(TASK DATA Opens)

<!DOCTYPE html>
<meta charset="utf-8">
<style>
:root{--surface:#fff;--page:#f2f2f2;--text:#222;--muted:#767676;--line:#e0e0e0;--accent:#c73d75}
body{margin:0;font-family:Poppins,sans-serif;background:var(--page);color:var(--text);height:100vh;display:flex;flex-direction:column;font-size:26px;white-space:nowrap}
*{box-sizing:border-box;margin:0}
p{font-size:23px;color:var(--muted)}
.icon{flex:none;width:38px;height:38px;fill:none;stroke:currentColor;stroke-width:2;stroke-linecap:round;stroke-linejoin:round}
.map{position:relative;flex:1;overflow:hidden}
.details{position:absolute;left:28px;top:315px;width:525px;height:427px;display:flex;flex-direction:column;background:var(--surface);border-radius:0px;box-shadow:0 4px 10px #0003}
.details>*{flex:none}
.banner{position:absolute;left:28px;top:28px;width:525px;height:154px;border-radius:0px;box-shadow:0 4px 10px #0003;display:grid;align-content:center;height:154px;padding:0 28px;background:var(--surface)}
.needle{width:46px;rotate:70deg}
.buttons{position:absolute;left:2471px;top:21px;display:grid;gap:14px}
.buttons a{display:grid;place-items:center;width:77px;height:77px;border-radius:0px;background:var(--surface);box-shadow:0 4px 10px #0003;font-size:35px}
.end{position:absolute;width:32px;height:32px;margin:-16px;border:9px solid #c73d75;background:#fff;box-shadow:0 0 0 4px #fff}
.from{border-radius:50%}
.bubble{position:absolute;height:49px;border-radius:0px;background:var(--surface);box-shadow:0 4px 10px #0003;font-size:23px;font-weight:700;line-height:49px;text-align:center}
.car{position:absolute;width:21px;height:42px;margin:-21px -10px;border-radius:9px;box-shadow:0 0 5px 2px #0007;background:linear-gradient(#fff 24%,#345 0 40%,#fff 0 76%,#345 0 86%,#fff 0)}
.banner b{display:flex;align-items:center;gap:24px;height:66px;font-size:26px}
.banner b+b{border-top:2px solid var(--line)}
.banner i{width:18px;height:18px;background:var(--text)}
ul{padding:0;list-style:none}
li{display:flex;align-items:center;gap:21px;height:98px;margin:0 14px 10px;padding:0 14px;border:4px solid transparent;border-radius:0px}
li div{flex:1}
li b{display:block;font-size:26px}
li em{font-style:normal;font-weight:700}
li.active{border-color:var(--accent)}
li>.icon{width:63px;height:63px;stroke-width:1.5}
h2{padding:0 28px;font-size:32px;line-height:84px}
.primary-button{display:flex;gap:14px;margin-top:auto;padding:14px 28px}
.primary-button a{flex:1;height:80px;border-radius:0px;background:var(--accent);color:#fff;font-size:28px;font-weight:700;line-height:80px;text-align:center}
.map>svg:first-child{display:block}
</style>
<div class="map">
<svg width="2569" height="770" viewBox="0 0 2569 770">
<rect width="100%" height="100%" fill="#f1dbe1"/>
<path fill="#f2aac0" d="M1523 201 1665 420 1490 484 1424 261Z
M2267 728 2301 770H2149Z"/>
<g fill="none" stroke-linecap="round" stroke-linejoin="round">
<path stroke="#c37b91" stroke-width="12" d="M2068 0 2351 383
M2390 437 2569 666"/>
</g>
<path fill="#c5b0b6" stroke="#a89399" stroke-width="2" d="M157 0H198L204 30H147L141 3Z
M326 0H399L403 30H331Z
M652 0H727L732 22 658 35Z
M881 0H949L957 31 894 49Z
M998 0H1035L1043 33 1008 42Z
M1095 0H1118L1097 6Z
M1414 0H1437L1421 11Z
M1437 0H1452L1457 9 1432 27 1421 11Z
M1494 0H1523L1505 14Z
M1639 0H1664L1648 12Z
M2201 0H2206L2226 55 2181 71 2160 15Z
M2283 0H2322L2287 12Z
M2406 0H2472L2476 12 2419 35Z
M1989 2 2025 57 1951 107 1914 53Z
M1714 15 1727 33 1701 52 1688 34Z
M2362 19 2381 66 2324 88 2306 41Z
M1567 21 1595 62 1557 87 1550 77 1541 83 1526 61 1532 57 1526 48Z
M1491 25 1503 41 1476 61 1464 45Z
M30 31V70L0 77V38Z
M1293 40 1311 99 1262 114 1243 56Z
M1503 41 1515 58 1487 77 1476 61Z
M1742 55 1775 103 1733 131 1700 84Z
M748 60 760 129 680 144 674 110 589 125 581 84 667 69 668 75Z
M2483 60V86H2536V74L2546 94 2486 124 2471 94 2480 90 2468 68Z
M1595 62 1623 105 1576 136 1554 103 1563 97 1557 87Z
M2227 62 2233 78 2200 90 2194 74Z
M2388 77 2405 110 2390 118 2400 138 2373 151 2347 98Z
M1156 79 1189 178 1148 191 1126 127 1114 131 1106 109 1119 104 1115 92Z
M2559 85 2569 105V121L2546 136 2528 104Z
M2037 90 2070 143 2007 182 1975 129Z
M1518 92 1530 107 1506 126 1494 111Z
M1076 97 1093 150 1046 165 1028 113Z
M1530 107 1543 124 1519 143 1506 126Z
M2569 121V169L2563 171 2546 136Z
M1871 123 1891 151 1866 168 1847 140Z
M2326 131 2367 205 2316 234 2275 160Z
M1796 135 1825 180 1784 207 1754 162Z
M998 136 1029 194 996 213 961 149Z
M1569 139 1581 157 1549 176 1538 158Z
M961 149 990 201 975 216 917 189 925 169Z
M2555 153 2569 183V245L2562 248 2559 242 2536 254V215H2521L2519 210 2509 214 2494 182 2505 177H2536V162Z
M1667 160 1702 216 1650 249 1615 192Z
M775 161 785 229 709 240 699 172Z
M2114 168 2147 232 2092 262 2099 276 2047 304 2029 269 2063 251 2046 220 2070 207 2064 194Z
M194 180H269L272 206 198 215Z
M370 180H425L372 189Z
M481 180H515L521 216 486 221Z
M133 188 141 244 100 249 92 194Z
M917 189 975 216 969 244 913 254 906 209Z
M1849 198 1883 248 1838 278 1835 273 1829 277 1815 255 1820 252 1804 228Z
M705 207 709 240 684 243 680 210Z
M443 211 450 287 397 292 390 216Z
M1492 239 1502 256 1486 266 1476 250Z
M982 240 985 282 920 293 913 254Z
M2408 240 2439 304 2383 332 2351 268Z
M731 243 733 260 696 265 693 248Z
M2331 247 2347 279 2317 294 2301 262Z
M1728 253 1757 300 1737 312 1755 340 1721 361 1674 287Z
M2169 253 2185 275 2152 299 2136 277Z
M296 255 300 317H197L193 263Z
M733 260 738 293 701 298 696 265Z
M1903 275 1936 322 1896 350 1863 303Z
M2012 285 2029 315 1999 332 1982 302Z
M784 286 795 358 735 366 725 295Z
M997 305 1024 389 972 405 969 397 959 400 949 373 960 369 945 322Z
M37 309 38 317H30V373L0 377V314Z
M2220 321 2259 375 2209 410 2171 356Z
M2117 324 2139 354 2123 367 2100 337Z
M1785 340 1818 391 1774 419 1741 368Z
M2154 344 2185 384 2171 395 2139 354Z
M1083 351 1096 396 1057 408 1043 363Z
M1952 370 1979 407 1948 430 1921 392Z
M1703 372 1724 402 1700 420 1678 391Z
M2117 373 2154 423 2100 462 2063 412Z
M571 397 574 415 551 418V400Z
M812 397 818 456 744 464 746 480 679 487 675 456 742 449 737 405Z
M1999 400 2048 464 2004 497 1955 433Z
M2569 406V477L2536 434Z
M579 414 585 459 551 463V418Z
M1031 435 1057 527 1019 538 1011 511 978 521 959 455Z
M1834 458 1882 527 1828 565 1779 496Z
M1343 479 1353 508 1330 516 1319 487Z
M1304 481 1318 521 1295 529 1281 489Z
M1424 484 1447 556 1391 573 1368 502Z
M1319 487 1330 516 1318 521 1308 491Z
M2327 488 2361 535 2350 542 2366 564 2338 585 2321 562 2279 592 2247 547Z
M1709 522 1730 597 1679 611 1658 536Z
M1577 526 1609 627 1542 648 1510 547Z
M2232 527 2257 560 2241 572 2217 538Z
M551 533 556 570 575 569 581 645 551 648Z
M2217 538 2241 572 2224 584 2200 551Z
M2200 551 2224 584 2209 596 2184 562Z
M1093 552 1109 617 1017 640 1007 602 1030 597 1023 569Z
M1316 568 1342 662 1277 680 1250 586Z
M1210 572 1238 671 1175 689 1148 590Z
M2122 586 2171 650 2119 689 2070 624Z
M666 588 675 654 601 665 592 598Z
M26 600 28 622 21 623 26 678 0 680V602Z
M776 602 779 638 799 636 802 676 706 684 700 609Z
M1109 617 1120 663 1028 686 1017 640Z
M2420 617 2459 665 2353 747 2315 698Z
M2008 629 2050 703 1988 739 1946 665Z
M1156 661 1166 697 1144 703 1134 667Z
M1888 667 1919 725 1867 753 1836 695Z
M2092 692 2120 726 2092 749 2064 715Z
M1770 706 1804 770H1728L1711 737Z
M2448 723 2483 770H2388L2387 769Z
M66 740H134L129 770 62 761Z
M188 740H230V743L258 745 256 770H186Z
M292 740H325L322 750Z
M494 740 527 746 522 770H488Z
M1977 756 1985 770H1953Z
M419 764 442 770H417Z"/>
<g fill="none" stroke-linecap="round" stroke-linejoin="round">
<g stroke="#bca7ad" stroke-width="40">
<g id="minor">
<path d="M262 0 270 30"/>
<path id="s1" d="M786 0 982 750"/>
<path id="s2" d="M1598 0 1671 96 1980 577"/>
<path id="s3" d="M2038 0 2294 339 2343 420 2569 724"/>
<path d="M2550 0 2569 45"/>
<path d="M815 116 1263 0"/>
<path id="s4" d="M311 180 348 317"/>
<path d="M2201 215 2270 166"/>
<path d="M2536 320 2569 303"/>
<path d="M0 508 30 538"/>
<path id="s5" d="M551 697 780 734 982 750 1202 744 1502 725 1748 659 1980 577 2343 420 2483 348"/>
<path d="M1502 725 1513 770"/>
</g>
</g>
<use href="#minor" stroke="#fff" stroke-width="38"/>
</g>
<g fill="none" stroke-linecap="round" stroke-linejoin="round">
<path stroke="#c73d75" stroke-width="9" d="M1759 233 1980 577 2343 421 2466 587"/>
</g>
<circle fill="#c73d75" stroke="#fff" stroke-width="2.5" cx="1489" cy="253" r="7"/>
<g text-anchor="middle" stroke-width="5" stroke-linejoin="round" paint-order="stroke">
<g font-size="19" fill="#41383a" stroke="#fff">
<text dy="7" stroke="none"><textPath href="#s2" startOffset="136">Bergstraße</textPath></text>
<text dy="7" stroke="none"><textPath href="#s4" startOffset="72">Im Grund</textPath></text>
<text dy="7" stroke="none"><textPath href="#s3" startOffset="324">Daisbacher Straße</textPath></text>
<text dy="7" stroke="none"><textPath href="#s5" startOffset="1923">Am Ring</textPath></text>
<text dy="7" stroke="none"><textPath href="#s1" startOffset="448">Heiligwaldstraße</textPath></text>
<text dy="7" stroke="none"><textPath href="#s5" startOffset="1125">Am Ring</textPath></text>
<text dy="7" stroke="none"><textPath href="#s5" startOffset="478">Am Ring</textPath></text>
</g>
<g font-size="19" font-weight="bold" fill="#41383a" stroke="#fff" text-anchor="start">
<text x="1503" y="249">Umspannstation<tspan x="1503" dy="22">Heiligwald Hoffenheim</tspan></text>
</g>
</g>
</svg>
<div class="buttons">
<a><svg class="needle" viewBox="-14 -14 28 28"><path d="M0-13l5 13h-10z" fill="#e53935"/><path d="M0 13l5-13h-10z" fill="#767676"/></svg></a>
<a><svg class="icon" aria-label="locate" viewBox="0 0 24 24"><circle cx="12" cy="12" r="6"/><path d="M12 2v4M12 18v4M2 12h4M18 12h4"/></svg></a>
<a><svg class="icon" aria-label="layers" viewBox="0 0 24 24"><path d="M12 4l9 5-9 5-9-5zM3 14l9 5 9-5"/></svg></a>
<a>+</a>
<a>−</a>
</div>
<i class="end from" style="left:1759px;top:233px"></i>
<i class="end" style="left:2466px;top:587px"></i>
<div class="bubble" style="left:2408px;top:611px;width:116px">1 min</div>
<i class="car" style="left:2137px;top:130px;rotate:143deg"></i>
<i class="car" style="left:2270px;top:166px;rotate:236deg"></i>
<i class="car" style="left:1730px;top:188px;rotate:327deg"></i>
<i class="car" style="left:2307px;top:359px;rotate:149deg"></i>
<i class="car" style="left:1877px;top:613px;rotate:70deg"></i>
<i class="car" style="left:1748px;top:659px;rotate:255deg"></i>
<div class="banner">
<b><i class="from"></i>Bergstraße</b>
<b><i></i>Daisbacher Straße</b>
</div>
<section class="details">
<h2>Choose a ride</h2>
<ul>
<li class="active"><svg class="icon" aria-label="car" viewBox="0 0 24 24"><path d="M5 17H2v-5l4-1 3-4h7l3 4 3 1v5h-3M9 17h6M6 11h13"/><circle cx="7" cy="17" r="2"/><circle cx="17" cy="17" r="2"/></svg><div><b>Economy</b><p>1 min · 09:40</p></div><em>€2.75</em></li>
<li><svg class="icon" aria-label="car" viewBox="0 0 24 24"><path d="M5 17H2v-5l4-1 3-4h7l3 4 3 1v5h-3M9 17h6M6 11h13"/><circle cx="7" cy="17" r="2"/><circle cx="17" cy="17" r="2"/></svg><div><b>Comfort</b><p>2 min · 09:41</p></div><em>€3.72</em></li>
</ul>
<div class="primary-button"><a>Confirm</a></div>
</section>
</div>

(TASK DATA Closes)

Transcribe the records above from the line holding "M2092 692 2120 726 2092 749 2064 715Z" down to the line holding "M1977 756 1985 770H1953Z", inclusive, without adding anything.

M2092 692 2120 726 2092 749 2064 715Z
M1770 706 1804 770H1728L1711 737Z
M2448 723 2483 770H2388L2387 769Z
M66 740H134L129 770 62 761Z
M188 740H230V743L258 745 256 770H186Z
M292 740H325L322 750Z
M494 740 527 746 522 770H488Z
M1977 756 1985 770H1953Z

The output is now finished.